Research Handbooks in Corporate Law and Governance series
Edited by Robert W. Hillman and Mark J. Loewenstein
Chapter 13: Care and loyalty after the dissociation from or dissolution of an unincorporated entity
How come we don’t always recognize the moment love begins, but we always know the moment it ends? LA Story The discharge of fiduciary obligations at the time of dissolution and during the winding-up phase is a troubling issue. Questions include to whom the duties are owed and the aim of those duties. Participants in the now dissolved venture may misapprehend continuing obligations, especially when, rightly or wrongly, there is the belief that one or more of the other participants in the venture have engaged in inappropriate or dishonest conduct in its operation, thereby giving rise to the belief that those other participants are owed nothing.
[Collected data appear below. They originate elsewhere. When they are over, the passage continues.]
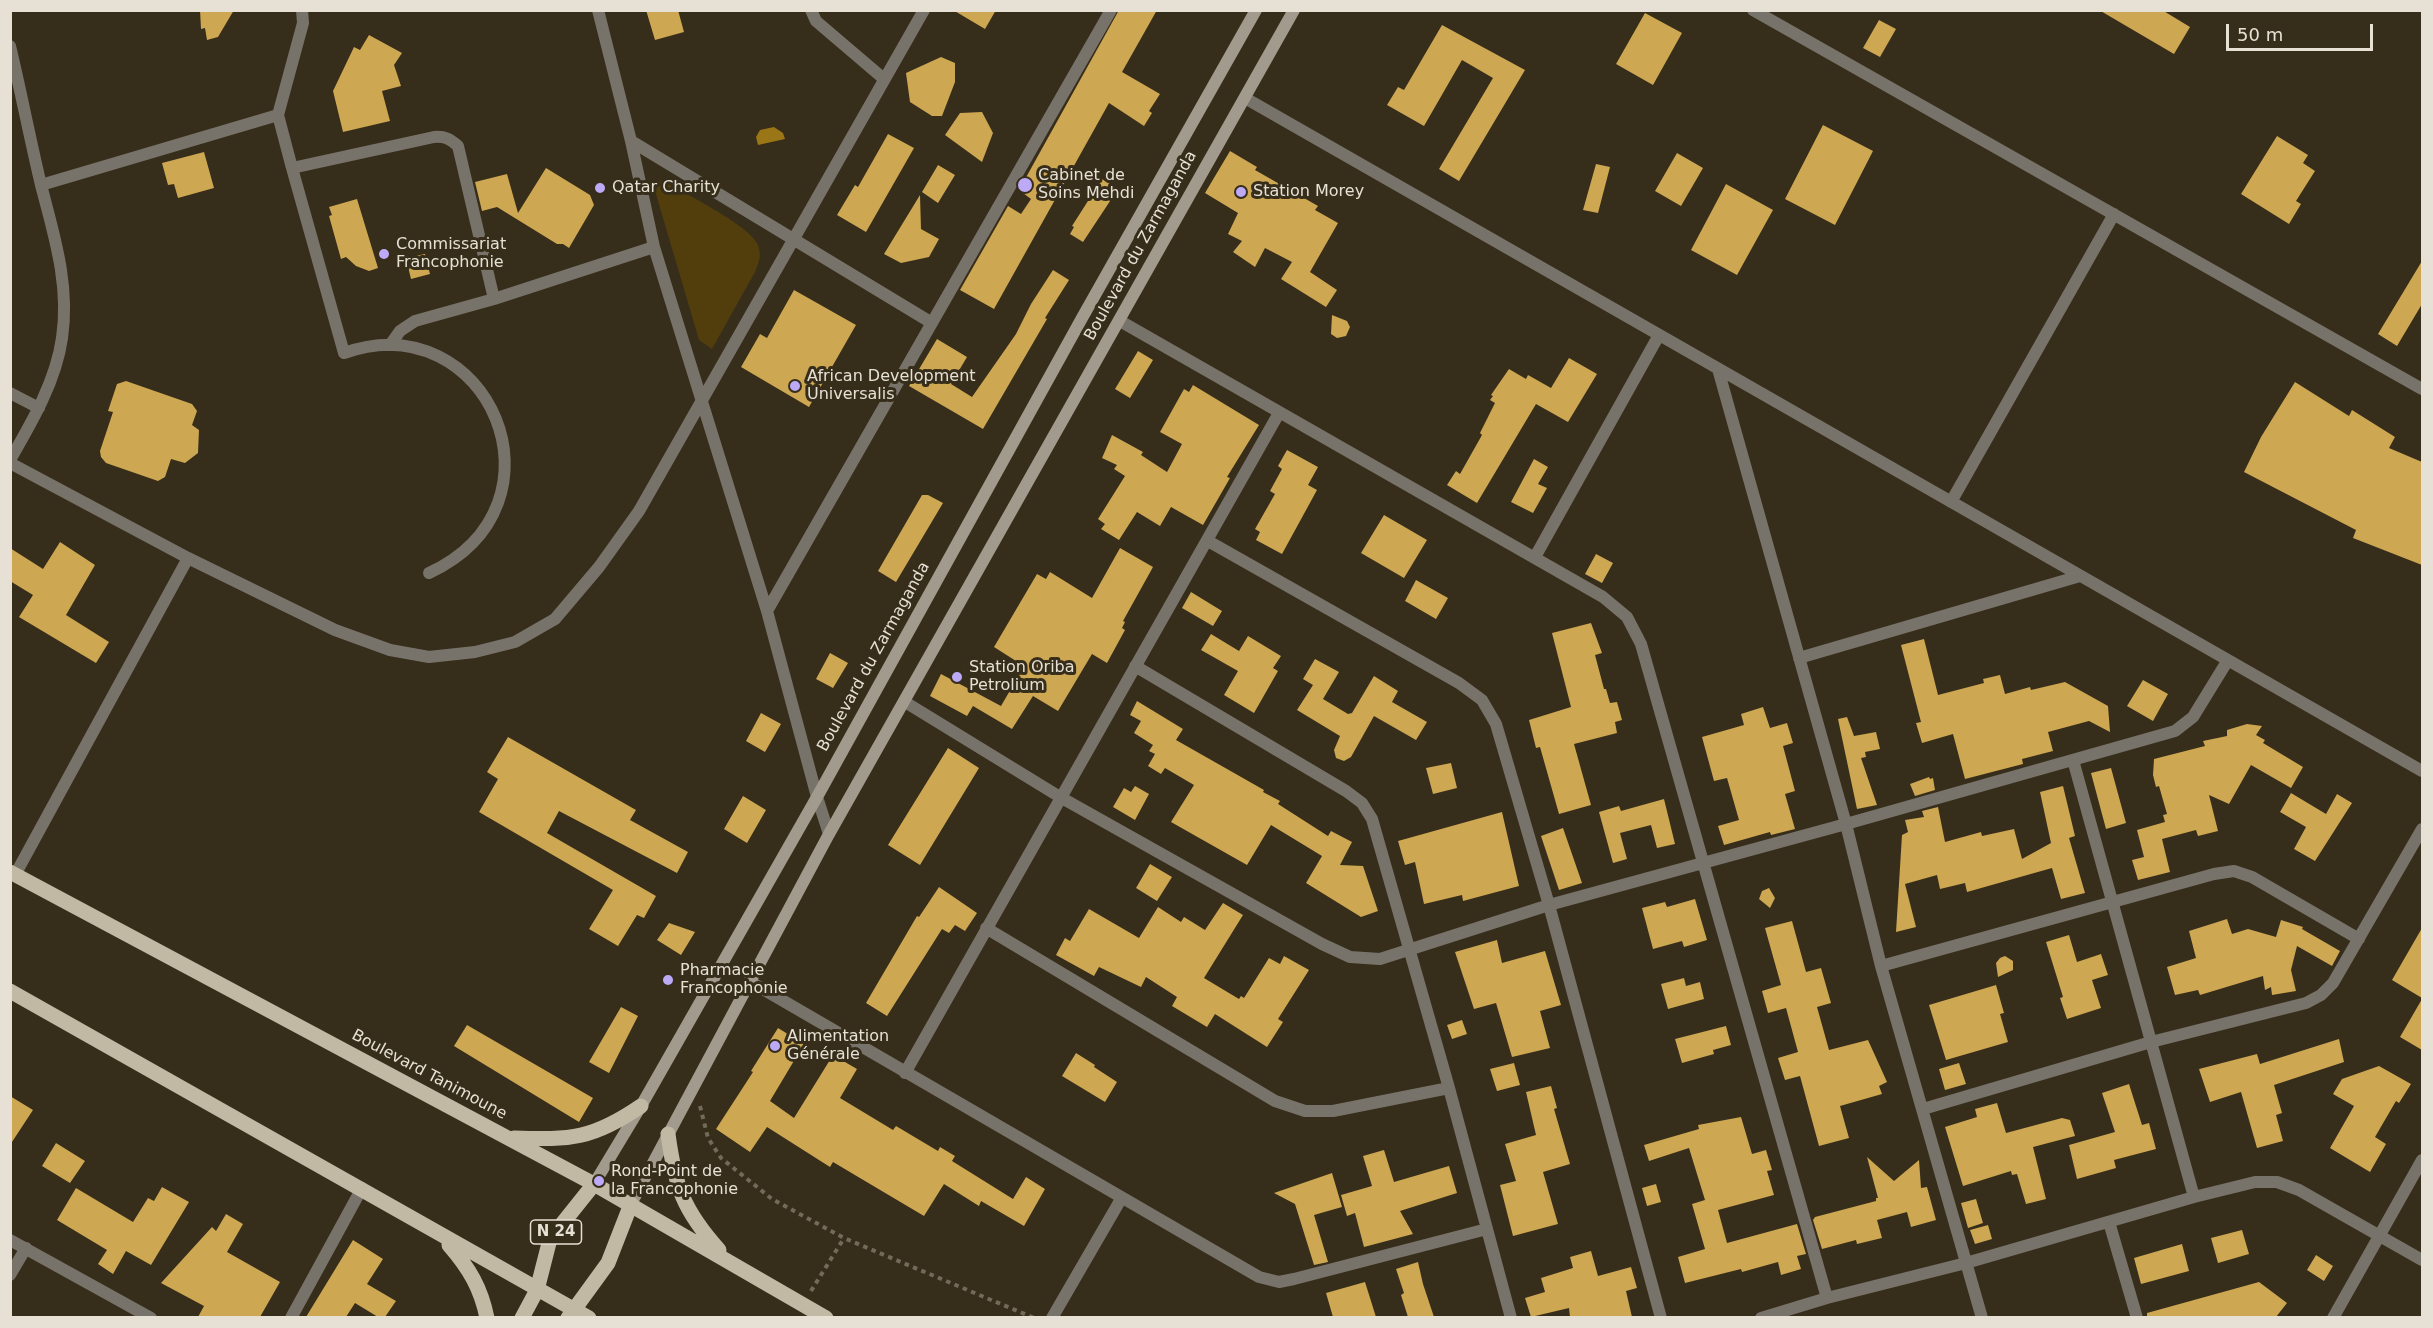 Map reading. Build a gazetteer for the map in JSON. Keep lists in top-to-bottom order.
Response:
{
  "streets": {
    "main road": ["Boulevard du Zarmaganda", "Boulevard Tanimoune", "N 24"]
  },
  "crossings": [
    ["Boulevard du Zarmaganda", "Boulevard Tanimoune"]
  ],
  "places": [
    "Cabinet de Soins Mehdi",
    "Qatar Charity",
    "Station Morey",
    "Commissariat Francophonie",
    "African Development Universalis",
    "Station Oriba Petrolium",
    "Pharmacie Francophonie",
    "Alimentation Générale",
    "Rond-Point de la Francophonie"
  ],
  "scale_bar": "50 m"
} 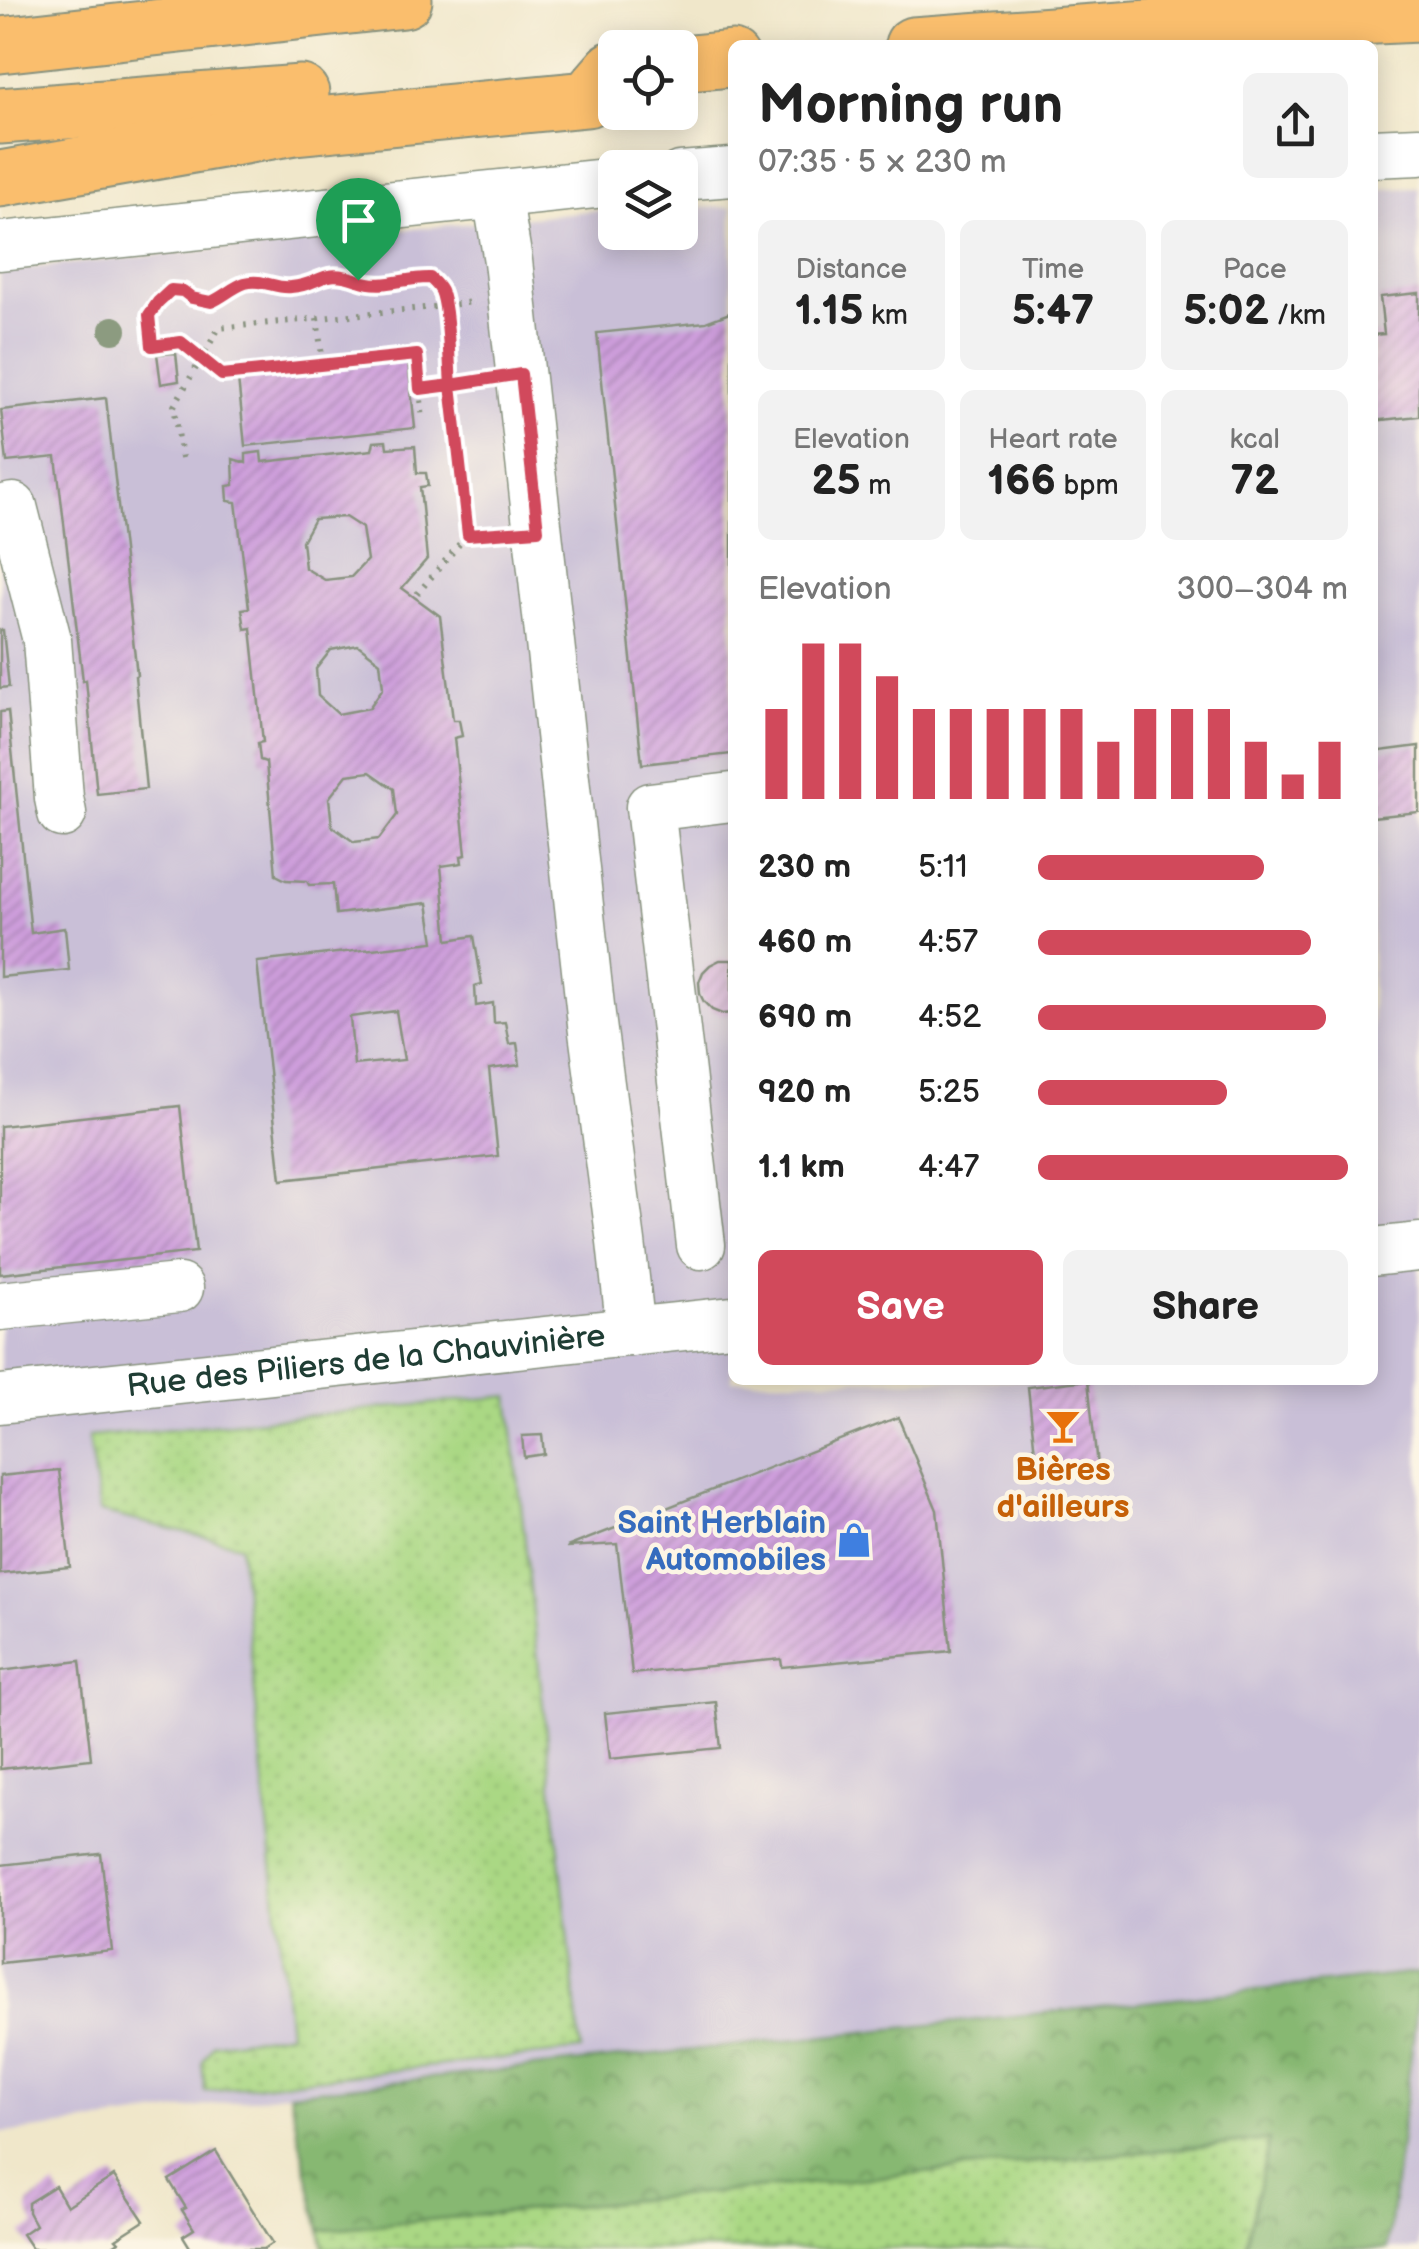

Unfortunately neither the statutes nor case law provides comprehensive guidance, leaving each situation to resolution by what may be expensive private ordering and even more expensive resolution before a tribunal. While we may know the moment love ends, seldom do we know when fiduciary obligations end. Adding further complexity to the matter are the facts that (a) different unincorporated forms provide greater and lesser degrees of detail as to the survival of fiduciary duties after dissolution and (b) individual ventures have great flexibility in providing different rules by private ordering.